Neural Network Potentials: A Concise Overview of Methods

TL;DR

This paper reviews neural network-based machine learning potentials, highlighting their methods, differences, and challenges in modeling atomic systems for large-scale simulations across chemistry, physics, and materials science.

Contribution

It provides a concise overview of neural network potentials, emphasizing conceptual differences and open challenges in the field.

Findings

Neural network potentials enable large-scale atomistic simulations.

Different descriptors and long-range interactions are key considerations.
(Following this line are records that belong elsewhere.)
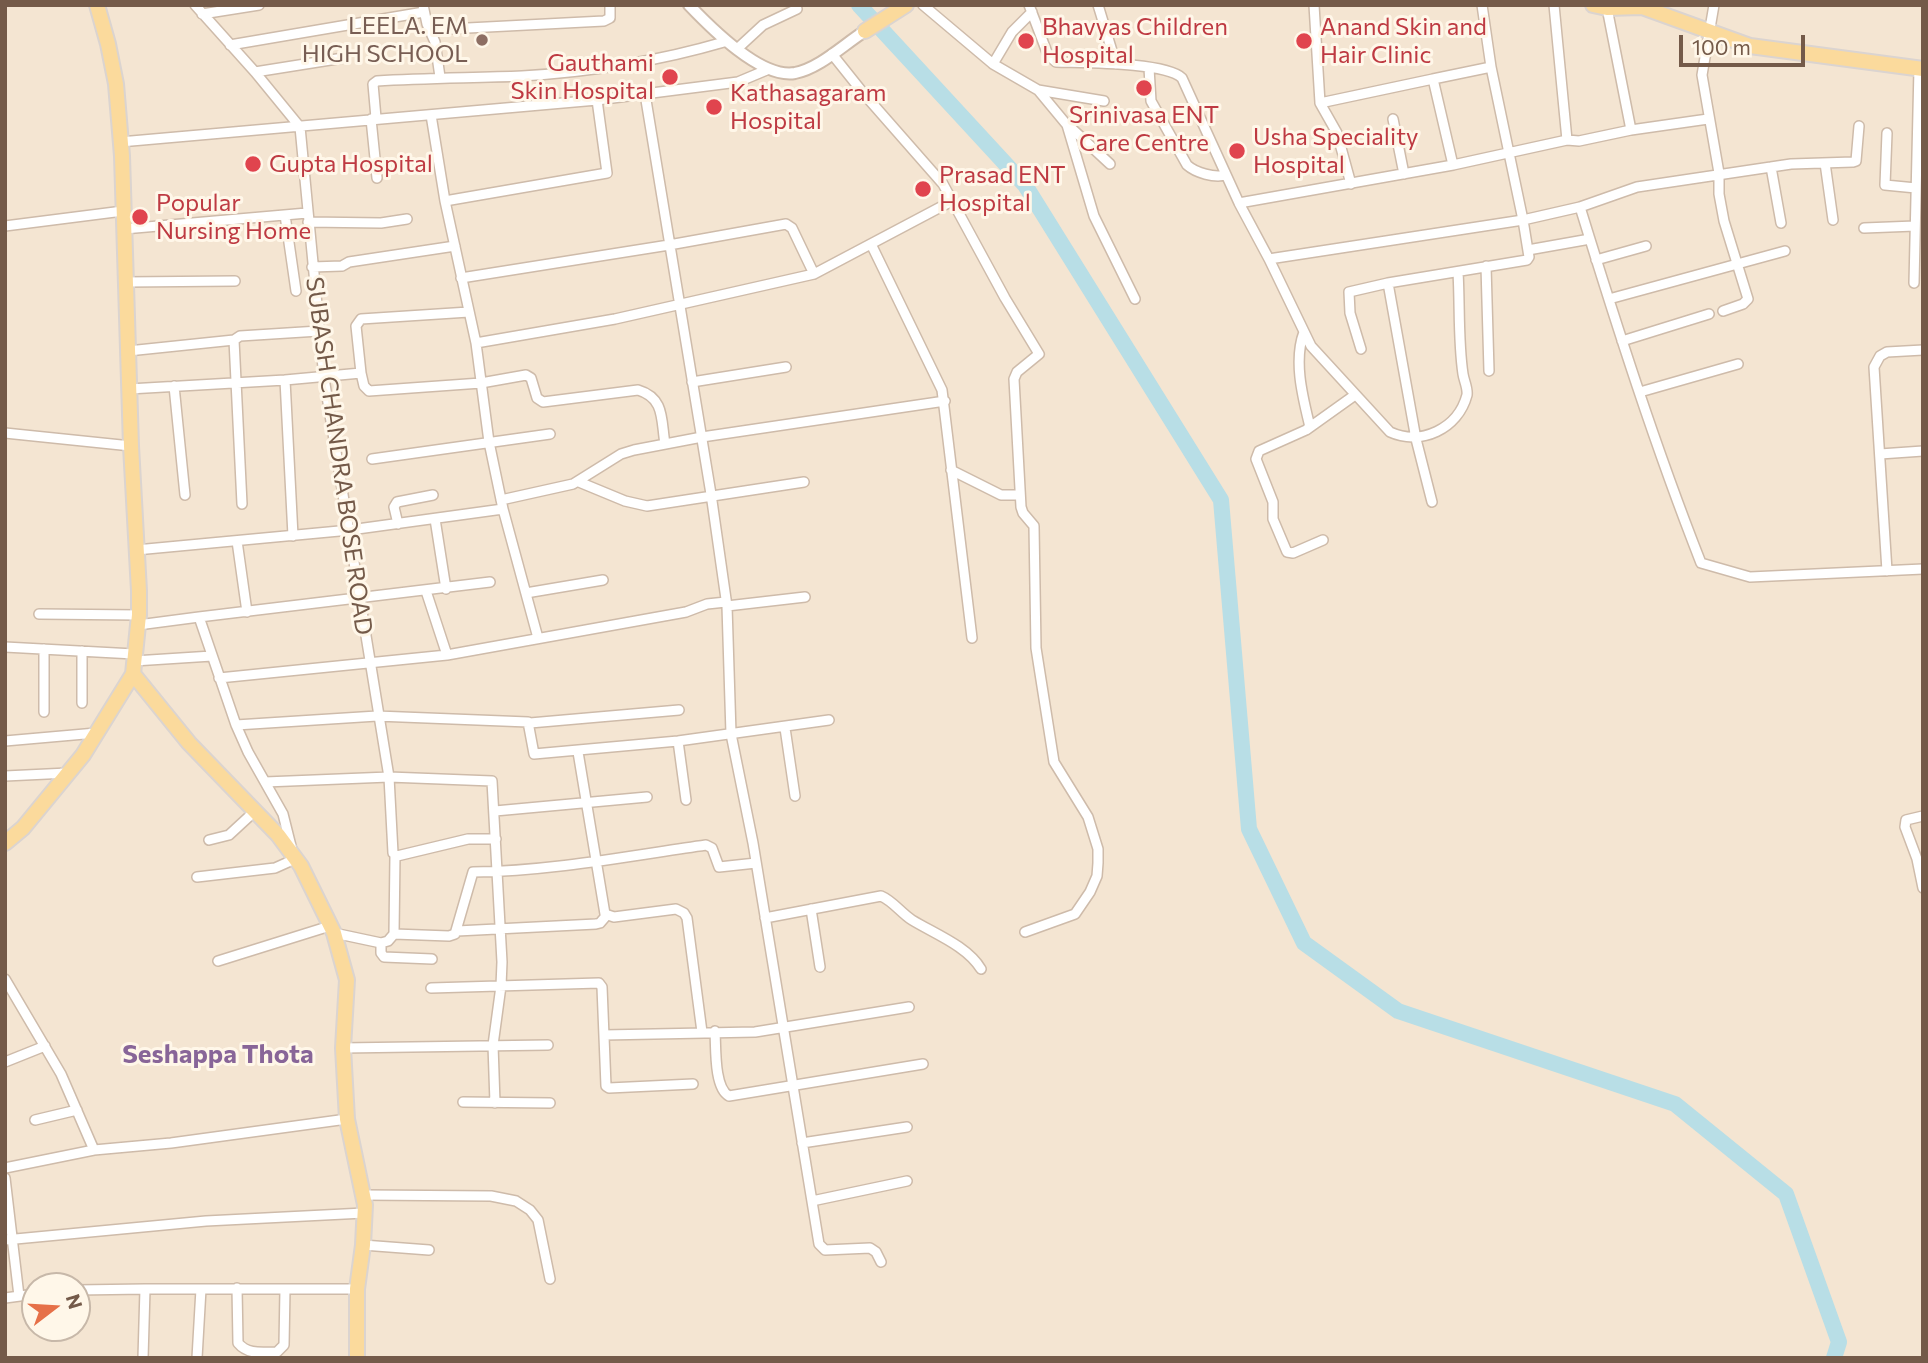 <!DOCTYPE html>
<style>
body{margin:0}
#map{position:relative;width:1928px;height:1363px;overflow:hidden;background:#fcf3e3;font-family:Commissioner,sans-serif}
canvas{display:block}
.frame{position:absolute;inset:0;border:7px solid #745a49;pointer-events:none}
.north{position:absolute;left:21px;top:1272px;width:70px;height:70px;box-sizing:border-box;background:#fff7e9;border:2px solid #c7b8a9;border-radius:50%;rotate:73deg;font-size:19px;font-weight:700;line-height:28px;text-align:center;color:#745a49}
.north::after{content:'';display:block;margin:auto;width:24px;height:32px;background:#e67048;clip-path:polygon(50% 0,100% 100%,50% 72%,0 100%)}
.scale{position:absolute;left:1679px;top:35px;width:126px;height:32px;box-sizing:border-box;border:4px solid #745a49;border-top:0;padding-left:9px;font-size:21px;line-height:24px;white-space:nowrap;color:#745a49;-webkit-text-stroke:5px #fff7e9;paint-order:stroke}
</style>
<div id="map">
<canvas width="1928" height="1363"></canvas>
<div class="frame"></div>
<div class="north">N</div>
<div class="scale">100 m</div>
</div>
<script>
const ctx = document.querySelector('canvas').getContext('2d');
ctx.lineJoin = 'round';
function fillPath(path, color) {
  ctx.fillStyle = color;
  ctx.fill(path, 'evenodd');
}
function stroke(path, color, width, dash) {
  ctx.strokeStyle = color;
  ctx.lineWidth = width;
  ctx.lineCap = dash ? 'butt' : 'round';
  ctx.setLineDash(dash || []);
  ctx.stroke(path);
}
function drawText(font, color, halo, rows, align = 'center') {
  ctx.font = font + ' Commissioner,sans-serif';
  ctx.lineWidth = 6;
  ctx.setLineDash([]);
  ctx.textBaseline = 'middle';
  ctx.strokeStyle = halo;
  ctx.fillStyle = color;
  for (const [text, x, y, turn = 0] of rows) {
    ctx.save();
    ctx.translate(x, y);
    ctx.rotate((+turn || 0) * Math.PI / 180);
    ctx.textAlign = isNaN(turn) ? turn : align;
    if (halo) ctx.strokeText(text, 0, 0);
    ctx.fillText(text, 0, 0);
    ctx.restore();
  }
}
fillPath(new Path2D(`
 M5 5H1923V1358H5ZM35 1286H77V1328H35Z`), '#f4e5d2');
stroke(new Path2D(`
 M859 5 1025 185 1221 500 1249 829 1304 943 1398 1011 1675 1104 1786 1194 1839 1342 1834 1358`), '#b8dee6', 16);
const minor = new Path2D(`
 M195 5 255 72 300 127 324 378 389 777 393 853 397 856 468 839H496
 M423 5 427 24 435 42 440 77
 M923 5 993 64 1038 90 1067 125 1094 216 1135 299
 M1029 5 1048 55 1056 62C1082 63 1165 62 1182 78L1239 203 1269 259 1311 346 1390 432C1421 446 1458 429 1467 395 1468 388 1464 381 1463 374 1458 341 1460 305 1458 272
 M1098 5 1116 64
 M1314 5 1320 103 1337 133 1351 184
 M1482 5 1491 67 1523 220 1580 207C1617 327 1655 446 1701 563L1750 577 1923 569
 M1714 5 1702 75 1719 173V194L1724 221 1748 299 1743 304 1723 311
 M1607 8 1631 130
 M202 14 259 5
 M429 30 604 21 610 18V5
 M230 45 424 12
 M737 49 763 25 797 9
 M832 54 864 94 943 184 1005 298 1039 354 1017 372 1014 379 1021 507 1023 513 1034 526 1036 648 1054 762 1088 817 1098 849V863L1097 876 1090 892 1075 914 1025 932
 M993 64 1012 32 1032 12
 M1149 68 1151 101 1187 165C1196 173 1214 178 1226 175
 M255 72 343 58
 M1433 79 1491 67
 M1038 90 1104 101
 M645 94 711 494 727 606 731 734 753 843 819 1244 825 1250 870 1248 876 1252 881 1262
 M1320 103 1433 79 1453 165 1567 140 1554 5
 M376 118 373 84 377 81C425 78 474 78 522 76 590 72 659 61 724 42
 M371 119 377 178
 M1393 119 1404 174
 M1069 126 1110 164
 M1887 133 1885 185 1916 188
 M1567 140 1579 141 1631 130 1708 119
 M120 142 597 100 738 82 769 69
 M1825 163 1833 220
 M1771 167 1781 223
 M445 201 607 173 597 100
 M1239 203 1453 165
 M1580 207 1637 187 1791 164 1853 162 1856 161 1859 126
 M285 215 296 291
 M308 222 381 223 407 219
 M5 226 123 211
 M1864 228 1915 226
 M124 229 307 213
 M871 244 942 390 972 638
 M1528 250 1590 239
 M1269 259 1523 220 1529 257 1527 260 1388 283 1349 292 1350 313 1361 349
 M1596 260 1646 246
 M1486 266 1489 371
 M312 267 342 266 349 262 455 246
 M461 278 669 245 786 224 792 228 814 274
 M126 282 235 281
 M1388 283 1416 439 1432 502
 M1914 283 1919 68
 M1609 299 1785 251
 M1304 332C1293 361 1303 398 1310 427
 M1622 341 1709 314
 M476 343 615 319 814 274 952 201
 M128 351 234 340
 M361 373 356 326 361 319 469 312
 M285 380 361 373 364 386 369 391 481 383 526 375 531 378 537 398 543 402 638 390C665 398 661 420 665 444
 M692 382 786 367
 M174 386 185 495
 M129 389 285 380 293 536
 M1640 392 1738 364
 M5 433 131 446
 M1880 454 1923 451
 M372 459 550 434
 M951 470 1001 495H1020
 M579 482 625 501 647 506 804 482
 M501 500 573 484 621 454 634 450 702 437 945 401
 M242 504 234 340 240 336 319 331
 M503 509 538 638
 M435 519 446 589
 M398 524 394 507 397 502 433 495
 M1323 540 1293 553 1287 552 1273 519V502L1256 459 1259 451 1306 430 1355 395
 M237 541 247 612
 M136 550 350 530 503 509 489 442 476 343 445 201 431 115
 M1887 571 1874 367 1880 356 1887 352 1923 350
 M426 591 447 655 686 612 707 604 726 602
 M526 593 603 580
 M727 606 805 597
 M39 614 139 615
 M138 625 199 617
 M5 647 134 654
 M134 661 212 656
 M219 678 447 655
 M82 703V651
 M44 712V649
 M530 723 679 710
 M236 725 377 716 528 722 534 754 678 741 829 720
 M785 728 795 796
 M5 741 96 733
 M678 741 686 800
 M578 752 605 914 614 917 676 909 684 913 687 918 702 1032
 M5 776 68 773
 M265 782 389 777 492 781 502 962 501 986 493 1045 495 1103
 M495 811 647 797
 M1923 816 1906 820 1905 827 1917 859 1923 888
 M209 840 229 835 255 811
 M292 850 283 814 248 752 236 725 199 617 490 582
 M197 877 275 868 295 859
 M811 909 820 967
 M765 918 881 896C893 901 901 913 912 920 935 934 967 946 981 969
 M457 931 596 924 600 923 606 916
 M334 933 381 943 388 941 394 934 395 855
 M394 934 449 936 455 934 473 872C551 871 629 856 706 845L712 848 719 867 756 863
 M381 943V953L384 957 432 959
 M218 961 330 926
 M5 979 61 1074 94 1150 171 1143 347 1119
 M431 988 599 983 602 987 606 1086 609 1088 693 1084
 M715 1031C716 1048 714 1088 729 1096L923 1064
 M604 1035 755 1032 909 1007
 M343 1048 548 1045
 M5 1062 45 1046
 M463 1102 550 1103
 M35 1120 77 1110
 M802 1143 907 1127
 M5 1168 94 1150
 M5 1178 19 1296
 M363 1195 491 1196 516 1201 530 1210 538 1220 550 1279
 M812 1201 907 1181
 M5 1240 206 1221 364 1213
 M363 1245 429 1250
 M237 1288 238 1343C248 1355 262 1352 277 1352L284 1345 285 1289
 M77 1290 145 1289
 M5 1298 35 1294
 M143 1358 145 1289H357
 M197 1358 201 1289`);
const tertiary = new Path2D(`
 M689 5C710 27 761 79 795 73 820 68 843 45 865 31`);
const primary = new Path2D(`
 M1593 5 1607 8 1642 7 1750 46 1923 69
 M865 31 906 5
 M133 674 189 743 278 835 301 866 334 933 347 980 343 1048 347 1119 365 1205 363 1245 357 1289V1358
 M5 843 23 828 83 755 133 674 139 615V591L131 446 122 156 116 84 108 44 97 5`);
stroke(minor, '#cebbaa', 12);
stroke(tertiary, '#cebbaa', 14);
stroke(primary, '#dbd4d0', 18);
stroke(minor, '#fff', 9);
stroke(tertiary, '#fff', 10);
stroke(primary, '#fbda9c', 14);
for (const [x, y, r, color] of [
 [482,40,7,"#8d6e63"],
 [1026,41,9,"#e0444e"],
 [1304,41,9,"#e0444e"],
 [670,77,9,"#e0444e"],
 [1144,88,9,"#e0444e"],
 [714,107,9,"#e0444e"],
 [1237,151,9,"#e0444e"],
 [253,164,9,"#e0444e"],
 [923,189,9,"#e0444e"],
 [140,217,9,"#e0444e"]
]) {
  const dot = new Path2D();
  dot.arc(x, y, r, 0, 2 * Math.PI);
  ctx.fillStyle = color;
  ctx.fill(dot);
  stroke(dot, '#fff7e9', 2.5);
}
drawText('24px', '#785e54', '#fff7e9', [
 ["LEELA. EM",468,26],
 ["HIGH SCHOOL",468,54]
], 'right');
drawText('24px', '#be3a42', '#fff7e9', [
 ["Bhavyas Children",1042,27],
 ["Hospital",1042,55],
 ["Anand Skin and",1320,27],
 ["Hair Clinic",1320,55],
 ["Gauthami",654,63,"right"],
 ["Skin Hospital",654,91,"right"],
 ["Kathasagaram",730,93],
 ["Hospital",730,121],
 ["Srinivasa ENT",1144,115,"center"],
 ["Care Centre",1144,143,"center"],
 ["Usha Speciality",1253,137],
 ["Hospital",1253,165],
 ["Gupta Hospital",269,164],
 ["Prasad ENT",939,175],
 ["Hospital",939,203],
 ["Popular",156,203],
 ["Nursing Home",156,231]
], 'left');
drawText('24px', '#745a49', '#fff7e9', [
 ["SUBASH CHANDRA BOSE ROAD",339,456,82]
]);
drawText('bold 26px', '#886598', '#fff7e9', [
 ["Seshappa Thota",218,1054]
]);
</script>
Open challenges include system dimensionality and non-local phenomena.

Abstract

In the past two decades, machine learning potentials (MLP) have reached a level of maturity that now enables applications to large-scale atomistic simulations of a wide range of systems in chemistry, physics and materials science. Different machine learning algorithms have been used with great success in the construction of these MLPs. In this review, we discuss an important group of MLPs relying on artificial neural networks to establish a mapping from the atomic structure to the potential energy. In spite of this common feature, there are important conceptual differences, which concern the dimensionality of the systems, the inclusion of long-range electrostatic interactions, global phenomena like non-local charge transfer, and the type of descriptor used to represent the atomic structure, which can either be predefined or learnable. A concise overview is given along with a discussion of the open challenges in the field.